The platinum-based compound known as "trans, trans, trans- [Pt(N3)2(OH)2(NH3)(py)]", or a light activated PtIV complex, is highly stable and non-toxic if left in the dark but if light falls upon it becomes much less stable and highly toxic to cancer cells. In fact it is between 13 and 80 times more toxic (depending on how and on which cells it is used) to cancer cells than the current platinum based anti-cancer drug Cisplatin. Moreover it kills the cells by a different mechanism of action, so it can also kill cisplatin-resistant cells.
Professor Peter Sadler, Chairman of the Chemistry Department of the University of Warwick, who led the research project said:
"Light activation provides its massive toxic power and also allows treatment to be targeted much more accurately against cancer cells."
The compound could be used in particular to treat surface cancers. Patients could be treated in a darkened environment with light directed specifically at cancer cells containing the compound activating the compound's toxicity and killing those cells. Normal cells exposed to the compound would be protected by keeping the patient in darkness until the compound has passed through and out of the patient.
The new light activated PtIV complex is also more efficient in its toxic action on cancer cells in that, unlike other compounds currently used in photodynamic therapy, it does not require the presence of significant amounts of oxygen within a cancer cell to become toxic. Cancer cells tend to have less oxygen present than normal cells.
Although this work is in its early stages, the researches are hopeful that, in a few years time, the new platinum compound could be used in a new type of photoactivated chemotherapy for cancer.


ABSTRACT: A potent cytotoxic photoactivated platinum complex [Proceedings of the National Academy of Sciencese]

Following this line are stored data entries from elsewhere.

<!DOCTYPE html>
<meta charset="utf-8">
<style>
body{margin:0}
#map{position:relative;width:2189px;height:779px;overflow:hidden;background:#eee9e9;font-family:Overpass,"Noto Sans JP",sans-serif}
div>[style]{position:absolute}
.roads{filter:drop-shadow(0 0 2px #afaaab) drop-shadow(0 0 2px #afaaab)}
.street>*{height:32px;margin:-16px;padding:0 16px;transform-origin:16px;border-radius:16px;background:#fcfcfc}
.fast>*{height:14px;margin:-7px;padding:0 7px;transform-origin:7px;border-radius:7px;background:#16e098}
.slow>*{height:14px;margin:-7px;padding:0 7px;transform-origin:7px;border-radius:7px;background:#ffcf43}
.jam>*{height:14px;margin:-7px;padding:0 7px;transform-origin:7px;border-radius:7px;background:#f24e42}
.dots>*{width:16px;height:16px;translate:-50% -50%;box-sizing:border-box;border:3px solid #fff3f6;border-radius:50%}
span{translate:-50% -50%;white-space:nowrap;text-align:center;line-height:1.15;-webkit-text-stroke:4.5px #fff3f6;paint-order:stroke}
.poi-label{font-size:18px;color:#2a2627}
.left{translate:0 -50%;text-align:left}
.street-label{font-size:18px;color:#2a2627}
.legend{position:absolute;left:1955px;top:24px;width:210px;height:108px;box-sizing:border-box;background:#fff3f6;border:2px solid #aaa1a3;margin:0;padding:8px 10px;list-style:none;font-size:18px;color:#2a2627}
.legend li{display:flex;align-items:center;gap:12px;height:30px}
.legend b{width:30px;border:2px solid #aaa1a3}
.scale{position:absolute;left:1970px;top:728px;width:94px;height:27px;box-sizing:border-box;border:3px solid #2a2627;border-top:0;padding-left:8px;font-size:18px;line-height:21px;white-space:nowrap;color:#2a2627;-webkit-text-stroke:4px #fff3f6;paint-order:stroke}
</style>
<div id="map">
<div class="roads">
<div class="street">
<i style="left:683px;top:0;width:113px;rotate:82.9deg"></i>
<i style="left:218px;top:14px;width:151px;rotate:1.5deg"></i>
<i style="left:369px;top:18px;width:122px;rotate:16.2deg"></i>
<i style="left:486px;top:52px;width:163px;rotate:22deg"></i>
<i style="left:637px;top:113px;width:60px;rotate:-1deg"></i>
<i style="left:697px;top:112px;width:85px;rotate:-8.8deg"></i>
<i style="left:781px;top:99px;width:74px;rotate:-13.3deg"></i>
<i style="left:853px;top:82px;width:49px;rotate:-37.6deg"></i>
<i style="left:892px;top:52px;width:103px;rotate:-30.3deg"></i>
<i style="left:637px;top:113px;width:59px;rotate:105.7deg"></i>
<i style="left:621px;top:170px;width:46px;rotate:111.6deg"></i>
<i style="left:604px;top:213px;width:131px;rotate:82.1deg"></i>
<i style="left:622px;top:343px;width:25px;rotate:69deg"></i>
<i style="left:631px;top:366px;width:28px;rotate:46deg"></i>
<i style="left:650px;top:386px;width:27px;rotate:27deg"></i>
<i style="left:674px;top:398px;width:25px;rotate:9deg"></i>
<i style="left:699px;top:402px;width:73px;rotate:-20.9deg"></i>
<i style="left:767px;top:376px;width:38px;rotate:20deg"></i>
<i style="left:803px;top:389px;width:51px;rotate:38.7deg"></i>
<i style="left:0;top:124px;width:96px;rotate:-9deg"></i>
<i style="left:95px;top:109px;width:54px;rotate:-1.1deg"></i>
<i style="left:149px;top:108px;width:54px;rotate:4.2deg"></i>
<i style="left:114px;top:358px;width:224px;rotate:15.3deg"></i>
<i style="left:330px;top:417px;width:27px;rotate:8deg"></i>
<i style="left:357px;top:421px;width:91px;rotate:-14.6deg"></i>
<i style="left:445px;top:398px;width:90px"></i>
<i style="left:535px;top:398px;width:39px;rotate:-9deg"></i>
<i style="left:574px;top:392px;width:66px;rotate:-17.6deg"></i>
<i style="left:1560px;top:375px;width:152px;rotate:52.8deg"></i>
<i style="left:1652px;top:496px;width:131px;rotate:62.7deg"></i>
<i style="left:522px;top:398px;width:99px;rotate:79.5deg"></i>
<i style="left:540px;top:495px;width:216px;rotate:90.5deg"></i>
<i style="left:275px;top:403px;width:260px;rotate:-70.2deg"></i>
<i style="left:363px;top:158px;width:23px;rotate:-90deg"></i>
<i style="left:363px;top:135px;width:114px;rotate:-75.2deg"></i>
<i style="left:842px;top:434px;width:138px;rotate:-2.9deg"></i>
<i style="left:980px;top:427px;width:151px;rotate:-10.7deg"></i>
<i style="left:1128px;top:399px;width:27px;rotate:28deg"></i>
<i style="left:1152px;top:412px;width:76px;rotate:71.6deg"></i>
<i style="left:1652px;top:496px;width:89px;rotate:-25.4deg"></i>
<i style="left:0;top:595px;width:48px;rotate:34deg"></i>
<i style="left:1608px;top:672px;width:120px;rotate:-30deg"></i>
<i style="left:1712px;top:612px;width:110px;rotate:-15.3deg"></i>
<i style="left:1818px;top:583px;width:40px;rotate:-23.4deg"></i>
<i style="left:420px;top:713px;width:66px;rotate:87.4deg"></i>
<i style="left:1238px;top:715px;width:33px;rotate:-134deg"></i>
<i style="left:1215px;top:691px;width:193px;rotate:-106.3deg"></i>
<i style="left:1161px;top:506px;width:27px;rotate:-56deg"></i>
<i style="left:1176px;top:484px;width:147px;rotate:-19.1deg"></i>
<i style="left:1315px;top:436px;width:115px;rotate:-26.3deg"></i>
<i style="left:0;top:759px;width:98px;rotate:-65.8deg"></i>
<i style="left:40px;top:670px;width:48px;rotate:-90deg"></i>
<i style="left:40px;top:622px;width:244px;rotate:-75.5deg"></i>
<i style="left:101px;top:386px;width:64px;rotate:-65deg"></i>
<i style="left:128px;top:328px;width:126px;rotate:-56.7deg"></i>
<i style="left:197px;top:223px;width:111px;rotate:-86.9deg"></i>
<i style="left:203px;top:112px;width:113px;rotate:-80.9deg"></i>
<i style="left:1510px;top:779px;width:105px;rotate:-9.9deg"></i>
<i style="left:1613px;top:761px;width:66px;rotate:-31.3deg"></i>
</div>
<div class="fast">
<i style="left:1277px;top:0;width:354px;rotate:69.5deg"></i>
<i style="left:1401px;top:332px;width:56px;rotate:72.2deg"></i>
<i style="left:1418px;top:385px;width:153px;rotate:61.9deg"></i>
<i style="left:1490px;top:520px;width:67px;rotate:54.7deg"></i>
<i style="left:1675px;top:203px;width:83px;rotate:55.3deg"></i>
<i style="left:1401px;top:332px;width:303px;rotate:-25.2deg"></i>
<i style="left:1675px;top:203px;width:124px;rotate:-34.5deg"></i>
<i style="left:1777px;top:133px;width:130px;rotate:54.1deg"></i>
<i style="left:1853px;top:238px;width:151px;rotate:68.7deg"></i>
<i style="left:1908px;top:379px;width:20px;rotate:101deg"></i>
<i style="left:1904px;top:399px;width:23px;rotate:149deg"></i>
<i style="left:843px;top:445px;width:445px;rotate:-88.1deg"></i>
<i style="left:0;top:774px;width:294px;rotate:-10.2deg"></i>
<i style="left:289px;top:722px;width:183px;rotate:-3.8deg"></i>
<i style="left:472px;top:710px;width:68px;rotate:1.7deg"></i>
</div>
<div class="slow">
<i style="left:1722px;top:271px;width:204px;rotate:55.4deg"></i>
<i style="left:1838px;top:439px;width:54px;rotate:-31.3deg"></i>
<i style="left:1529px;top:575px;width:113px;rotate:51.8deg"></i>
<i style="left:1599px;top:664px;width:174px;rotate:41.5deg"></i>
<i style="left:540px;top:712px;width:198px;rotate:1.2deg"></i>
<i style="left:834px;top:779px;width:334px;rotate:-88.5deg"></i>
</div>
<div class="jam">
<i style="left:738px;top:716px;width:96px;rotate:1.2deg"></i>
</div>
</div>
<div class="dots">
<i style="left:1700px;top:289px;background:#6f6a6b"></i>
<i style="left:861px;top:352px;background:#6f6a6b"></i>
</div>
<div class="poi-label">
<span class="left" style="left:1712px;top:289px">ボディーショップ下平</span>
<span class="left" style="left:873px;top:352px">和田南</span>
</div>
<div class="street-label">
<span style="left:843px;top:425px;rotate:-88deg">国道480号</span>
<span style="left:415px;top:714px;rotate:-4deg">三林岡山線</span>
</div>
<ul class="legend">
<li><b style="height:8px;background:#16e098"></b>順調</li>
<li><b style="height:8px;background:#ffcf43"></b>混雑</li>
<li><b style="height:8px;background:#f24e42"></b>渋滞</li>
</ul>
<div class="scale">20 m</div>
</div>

We show by x-ray crystallography that the complex trans, trans, trans-[Pt(N3)2(OH)2(NH3)(py)] (1) contains an octahedral PtIV center with almost linear azido ligands. Complex 1 is remarkably stable in the dark, even in the presence of cellular reducing agents such as glutathione, but readily undergoes photoinduced ligand substitution and photoreduction reactions. When 1 is photoactivated in cells, it is highly toxic: 13-80 x more cytotoxic than the PtII anticancer drug cisplatin, and ca. 15 x more cytotoxic toward cisplatin-resistant human ovarian cancer cells. Cisplatin targets DNA, and DNA platination levels induced in HaCaT skin cells by 1 were similar to those of cisplatin. However, cisplatin forms mainly intrastrand cis diguanine cross-links on DNA between neighboring nucleotides, whereas photoactivated complex 1 rapidly forms unusual trans azido/guanine, and then trans diguanine PtII adducts, which are probably mainly intrastrand cross-links between two guanines separated by a third base. DNA interstrand and DNA-protein cross-links were also detected. Importantly, DNA repair synthesis on plasmid DNA platinated by photoactivated 1 was markedly lower than for cisplatin or its isomer transplatin (an inactive complex). Single-cell electrophoresis experiments also demonstrated that the DNA damage is different from that induced by cisplatin or transplatin. Cell death is not solely dependent on activation of the caspase 3 pathway, and, in contrast to cisplatin, p53 protein did not accumulate in cells after photosensitization of 1. The trans diazido PtIV complex 1 therefore has remarkable properties and is a candidate for use in photoactivated cancer chemotherapy.

Lolly
01-23-2008, 10:19 PM
Thanks Lani for this new info. I checked into Photodynamic Therapy when these skin mets started acting up again, but so far it's only been given when a patient has been off chemo for a month. I'm hoping to keep it as an option, as there's a clinic here in Oregon which so far is only using it in other cancers but have indicated they may be expanding it's use to BC. Maybe they can trial this new compound!